For each entry that follows, produce an exact copy.

═══ Record excerpts

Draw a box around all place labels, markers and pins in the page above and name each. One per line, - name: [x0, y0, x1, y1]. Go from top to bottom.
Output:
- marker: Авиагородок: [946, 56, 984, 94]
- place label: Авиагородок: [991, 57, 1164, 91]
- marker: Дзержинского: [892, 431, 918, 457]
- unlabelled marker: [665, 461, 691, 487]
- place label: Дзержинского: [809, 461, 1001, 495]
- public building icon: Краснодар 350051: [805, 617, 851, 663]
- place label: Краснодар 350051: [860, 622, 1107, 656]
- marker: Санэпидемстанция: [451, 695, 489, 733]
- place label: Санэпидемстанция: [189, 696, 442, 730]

══════

## Response
Draw a box around all place labels, markers and pins in the page above and name each. One per line, - name: [x0, y0, x1, y1]. Go from top to bottom.
Output:
- marker: Авиагородок: [946, 56, 984, 94]
- place label: Авиагородок: [991, 57, 1164, 91]
- marker: Дзержинского: [892, 431, 918, 457]
- unlabelled marker: [665, 461, 691, 487]
- place label: Дзержинского: [809, 461, 1001, 495]
- public building icon: Краснодар 350051: [805, 617, 851, 663]
- place label: Краснодар 350051: [860, 622, 1107, 656]
- marker: Санэпидемстанция: [451, 695, 489, 733]
- place label: Санэпидемстанция: [189, 696, 442, 730]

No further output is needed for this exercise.